In contrast to comparison, an implementation of theaddLast method is easily understood, i.e., it only modifies the other field of the last node of the recipient list object by assigning its parameter; it's actually easier to use the actual implementation than to specify it, i.e., one can focus on checking the join first by using an implementation of addLast. Unlike techniques primarily concerned with heap shapes [LAS00], these types of properties make it difficult to automatically use heap abstraction techniques that summarize objects, because the elements (whose numbers can be unlimited).

Background
Issues in Symbolic Execution
k-bounding
Lazier Initialization
Formalization

For example, symbolic execution of a non-terminating loop that adds concrete objects to a linked list does not end gracefully. Arithmetic operations and branch instructions are performed in the same way as typical symbolic execution [Kin76].
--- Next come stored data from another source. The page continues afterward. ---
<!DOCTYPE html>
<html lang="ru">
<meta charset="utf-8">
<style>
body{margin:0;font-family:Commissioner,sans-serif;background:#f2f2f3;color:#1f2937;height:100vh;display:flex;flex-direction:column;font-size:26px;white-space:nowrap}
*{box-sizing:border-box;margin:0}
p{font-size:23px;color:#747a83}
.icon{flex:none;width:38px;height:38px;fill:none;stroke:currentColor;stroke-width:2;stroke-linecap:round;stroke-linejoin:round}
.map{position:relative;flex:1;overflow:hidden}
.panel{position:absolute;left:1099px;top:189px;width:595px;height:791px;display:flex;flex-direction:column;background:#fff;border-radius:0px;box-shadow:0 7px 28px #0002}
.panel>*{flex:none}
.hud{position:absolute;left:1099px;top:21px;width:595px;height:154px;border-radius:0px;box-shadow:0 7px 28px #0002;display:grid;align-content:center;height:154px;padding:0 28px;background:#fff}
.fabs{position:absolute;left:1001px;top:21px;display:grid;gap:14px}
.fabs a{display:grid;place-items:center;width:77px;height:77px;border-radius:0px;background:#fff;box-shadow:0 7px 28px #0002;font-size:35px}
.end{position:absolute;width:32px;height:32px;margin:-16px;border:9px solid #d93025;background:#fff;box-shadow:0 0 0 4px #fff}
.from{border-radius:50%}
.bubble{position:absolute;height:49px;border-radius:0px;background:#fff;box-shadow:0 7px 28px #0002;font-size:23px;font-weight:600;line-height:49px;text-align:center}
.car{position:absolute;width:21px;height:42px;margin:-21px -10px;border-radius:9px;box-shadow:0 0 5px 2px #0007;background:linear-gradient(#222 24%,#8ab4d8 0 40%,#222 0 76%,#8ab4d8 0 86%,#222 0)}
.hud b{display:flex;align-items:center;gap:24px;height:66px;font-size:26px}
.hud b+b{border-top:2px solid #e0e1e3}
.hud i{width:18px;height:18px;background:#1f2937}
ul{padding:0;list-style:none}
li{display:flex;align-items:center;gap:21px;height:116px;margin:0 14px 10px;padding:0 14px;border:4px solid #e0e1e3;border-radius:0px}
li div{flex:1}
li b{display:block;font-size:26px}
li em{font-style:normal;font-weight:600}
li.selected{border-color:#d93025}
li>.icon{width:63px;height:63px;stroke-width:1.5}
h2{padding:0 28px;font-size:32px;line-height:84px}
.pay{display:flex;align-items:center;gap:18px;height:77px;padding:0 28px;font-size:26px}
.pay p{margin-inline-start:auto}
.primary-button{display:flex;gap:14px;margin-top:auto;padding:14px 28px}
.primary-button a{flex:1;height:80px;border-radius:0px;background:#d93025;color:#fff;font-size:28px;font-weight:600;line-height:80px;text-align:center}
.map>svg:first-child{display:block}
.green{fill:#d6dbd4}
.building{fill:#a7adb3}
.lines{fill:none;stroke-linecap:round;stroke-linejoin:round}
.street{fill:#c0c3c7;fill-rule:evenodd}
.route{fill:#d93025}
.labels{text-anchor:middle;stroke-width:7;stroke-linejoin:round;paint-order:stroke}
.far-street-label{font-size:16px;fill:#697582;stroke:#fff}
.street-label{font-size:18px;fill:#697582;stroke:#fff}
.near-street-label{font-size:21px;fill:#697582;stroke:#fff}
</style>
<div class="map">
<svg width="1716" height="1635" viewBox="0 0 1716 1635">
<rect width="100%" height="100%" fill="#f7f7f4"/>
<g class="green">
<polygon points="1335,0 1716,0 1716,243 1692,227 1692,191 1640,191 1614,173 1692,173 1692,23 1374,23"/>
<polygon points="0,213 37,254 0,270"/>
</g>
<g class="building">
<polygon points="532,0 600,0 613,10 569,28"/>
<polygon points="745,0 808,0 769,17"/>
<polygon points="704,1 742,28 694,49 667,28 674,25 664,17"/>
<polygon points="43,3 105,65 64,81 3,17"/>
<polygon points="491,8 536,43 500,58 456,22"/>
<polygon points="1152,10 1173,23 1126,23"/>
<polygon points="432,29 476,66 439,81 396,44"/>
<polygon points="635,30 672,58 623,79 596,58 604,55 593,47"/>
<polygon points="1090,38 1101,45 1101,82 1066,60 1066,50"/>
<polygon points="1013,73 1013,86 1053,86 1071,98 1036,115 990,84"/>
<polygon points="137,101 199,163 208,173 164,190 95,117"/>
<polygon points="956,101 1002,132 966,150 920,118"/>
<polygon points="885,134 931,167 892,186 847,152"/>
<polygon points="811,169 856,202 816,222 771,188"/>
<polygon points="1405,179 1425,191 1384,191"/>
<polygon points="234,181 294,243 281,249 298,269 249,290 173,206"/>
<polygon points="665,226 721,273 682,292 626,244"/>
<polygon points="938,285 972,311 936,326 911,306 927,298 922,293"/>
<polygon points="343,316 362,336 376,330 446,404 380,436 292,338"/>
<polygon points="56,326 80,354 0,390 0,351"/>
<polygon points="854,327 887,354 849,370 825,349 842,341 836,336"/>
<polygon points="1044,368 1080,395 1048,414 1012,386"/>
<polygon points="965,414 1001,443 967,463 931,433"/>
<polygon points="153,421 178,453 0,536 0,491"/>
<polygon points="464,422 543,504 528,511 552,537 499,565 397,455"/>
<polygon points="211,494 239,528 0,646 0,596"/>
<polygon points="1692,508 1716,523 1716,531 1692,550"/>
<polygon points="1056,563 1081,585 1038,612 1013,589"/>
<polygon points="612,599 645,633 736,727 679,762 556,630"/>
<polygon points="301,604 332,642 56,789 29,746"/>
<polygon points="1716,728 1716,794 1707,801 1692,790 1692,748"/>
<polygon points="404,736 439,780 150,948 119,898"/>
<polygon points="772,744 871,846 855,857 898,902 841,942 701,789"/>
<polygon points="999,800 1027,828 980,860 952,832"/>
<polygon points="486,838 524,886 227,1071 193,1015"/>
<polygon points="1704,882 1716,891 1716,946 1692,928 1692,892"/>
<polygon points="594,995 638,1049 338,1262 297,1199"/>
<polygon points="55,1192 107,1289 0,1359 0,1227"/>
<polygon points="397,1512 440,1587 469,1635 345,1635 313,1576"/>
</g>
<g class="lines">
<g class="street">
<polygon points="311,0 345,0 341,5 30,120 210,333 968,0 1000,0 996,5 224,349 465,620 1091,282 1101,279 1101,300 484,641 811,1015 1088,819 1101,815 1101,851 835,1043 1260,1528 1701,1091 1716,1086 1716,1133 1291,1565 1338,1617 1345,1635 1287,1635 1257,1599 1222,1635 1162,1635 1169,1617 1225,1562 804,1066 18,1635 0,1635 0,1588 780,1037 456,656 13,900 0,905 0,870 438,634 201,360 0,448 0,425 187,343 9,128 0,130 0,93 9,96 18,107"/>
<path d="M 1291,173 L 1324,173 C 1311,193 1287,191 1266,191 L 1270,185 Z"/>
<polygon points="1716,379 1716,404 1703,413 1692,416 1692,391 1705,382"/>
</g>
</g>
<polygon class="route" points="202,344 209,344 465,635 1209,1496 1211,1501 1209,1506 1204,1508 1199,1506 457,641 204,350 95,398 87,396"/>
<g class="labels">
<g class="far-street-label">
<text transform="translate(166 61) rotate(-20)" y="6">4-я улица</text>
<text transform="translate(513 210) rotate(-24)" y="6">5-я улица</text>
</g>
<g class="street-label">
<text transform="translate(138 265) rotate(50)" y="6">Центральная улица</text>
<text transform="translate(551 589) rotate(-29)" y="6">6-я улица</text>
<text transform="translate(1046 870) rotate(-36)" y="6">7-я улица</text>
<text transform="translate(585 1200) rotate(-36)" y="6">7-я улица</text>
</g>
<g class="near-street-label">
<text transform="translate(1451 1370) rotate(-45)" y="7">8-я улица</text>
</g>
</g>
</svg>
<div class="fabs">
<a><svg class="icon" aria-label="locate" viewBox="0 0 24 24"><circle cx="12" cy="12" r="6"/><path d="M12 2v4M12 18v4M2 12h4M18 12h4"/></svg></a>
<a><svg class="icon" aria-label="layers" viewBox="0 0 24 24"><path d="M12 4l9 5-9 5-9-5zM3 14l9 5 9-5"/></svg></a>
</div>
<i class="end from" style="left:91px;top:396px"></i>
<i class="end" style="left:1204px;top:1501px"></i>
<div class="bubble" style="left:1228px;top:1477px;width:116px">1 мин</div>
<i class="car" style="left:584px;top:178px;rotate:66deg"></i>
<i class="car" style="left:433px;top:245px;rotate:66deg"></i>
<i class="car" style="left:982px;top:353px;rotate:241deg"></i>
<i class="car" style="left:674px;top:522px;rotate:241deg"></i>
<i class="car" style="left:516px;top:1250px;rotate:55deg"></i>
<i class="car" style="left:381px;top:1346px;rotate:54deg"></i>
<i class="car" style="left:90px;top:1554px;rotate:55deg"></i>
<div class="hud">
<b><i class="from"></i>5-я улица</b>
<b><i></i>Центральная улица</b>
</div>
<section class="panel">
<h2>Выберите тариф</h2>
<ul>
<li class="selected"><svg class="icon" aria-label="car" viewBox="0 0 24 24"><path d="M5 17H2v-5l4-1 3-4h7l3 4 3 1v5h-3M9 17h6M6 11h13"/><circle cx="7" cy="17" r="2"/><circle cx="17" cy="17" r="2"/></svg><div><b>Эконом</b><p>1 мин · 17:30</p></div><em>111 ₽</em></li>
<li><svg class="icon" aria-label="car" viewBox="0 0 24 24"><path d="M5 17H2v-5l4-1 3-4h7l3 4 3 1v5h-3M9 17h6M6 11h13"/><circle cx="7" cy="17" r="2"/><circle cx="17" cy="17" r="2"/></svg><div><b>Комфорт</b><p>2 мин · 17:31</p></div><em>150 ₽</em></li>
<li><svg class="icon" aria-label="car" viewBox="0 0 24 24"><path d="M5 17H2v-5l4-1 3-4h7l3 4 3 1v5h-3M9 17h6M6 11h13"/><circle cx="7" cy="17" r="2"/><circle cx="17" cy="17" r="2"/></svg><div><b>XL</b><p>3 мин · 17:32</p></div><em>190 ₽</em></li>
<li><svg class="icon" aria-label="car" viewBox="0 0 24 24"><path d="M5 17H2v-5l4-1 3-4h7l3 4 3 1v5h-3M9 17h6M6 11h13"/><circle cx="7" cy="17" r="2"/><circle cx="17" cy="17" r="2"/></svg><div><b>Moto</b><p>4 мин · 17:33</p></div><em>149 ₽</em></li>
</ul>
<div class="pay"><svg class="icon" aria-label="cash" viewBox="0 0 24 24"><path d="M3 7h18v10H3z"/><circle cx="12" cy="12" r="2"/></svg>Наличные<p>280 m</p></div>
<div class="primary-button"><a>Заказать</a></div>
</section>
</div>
Figure 9.2: Lazy and Lazier Initializations

Contract-Based Symbolic Execution

Heap Region Versioning

Additionally, we associate a version number with each region, which is incremented when any object in the region is updated. This allows us to detect that subsequent method calls, such as compare, whose context is in the same regions and versions, return the same result value.

Context Versioning

Refined by this region specification, the analysis begins with two fresh symbolic references pointed to by the latter, denoted by ρ1 and ρ2 as their region descriptors. Freshly created concrete objects are marked with a special region ρ, and the more lazy initialization of the field fρ, which can point to objects from region ρ, can only choose between , a fresh symbolic object, or existing symbol objects in regionρ.

Discussion

The first half shows the total time taken by Bogor/Kiasan (including calls to CVC Lite), and the second half shows the time taken by CVC Lite. This happens because the condition we used for the Comparable version requires that all elements of the array be non-zero. So the condition extends the array elements to the limit.

Related Work

Conclusion and Future Work

In Proceedings of the 11th SPIN International Workshop on Model Control Software, LNCS volume 2989, pages 164–181. In Proceedings of the Second International Symposium on Static Analysis (SAS'95), LNCS volume 983, pages 1–18.